- **Goal of the exercise**
All of the records must be set down again word for word.

START Data supplied

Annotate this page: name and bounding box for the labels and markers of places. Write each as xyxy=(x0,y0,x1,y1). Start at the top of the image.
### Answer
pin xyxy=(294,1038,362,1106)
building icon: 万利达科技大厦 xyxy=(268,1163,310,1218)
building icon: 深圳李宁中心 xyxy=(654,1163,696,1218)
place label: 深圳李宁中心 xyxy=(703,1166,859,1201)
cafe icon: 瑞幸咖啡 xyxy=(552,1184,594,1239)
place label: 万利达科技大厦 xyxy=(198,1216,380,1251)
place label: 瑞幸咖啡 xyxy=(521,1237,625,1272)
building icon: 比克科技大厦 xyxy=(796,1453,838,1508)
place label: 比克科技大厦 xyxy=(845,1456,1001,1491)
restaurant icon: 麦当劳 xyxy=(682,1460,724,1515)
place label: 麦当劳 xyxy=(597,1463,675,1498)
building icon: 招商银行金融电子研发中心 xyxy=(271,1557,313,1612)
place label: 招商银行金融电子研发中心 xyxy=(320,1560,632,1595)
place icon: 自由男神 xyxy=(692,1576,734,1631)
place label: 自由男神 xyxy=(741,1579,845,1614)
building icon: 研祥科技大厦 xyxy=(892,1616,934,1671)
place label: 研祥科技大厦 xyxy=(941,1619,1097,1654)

END Data supplied

- **Answer to this exercise**
Annotate this page: name and bounding box for the labels and markers of places. Write each as xyxy=(x0,y0,x1,y1). Start at the top of the image.
### Answer
pin xyxy=(294,1038,362,1106)
building icon: 万利达科技大厦 xyxy=(268,1163,310,1218)
building icon: 深圳李宁中心 xyxy=(654,1163,696,1218)
place label: 深圳李宁中心 xyxy=(703,1166,859,1201)
cafe icon: 瑞幸咖啡 xyxy=(552,1184,594,1239)
place label: 万利达科技大厦 xyxy=(198,1216,380,1251)
place label: 瑞幸咖啡 xyxy=(521,1237,625,1272)
building icon: 比克科技大厦 xyxy=(796,1453,838,1508)
place label: 比克科技大厦 xyxy=(845,1456,1001,1491)
restaurant icon: 麦当劳 xyxy=(682,1460,724,1515)
place label: 麦当劳 xyxy=(597,1463,675,1498)
building icon: 招商银行金融电子研发中心 xyxy=(271,1557,313,1612)
place label: 招商银行金融电子研发中心 xyxy=(320,1560,632,1595)
place icon: 自由男神 xyxy=(692,1576,734,1631)
place label: 自由男神 xyxy=(741,1579,845,1614)
building icon: 研祥科技大厦 xyxy=(892,1616,934,1671)
place label: 研祥科技大厦 xyxy=(941,1619,1097,1654)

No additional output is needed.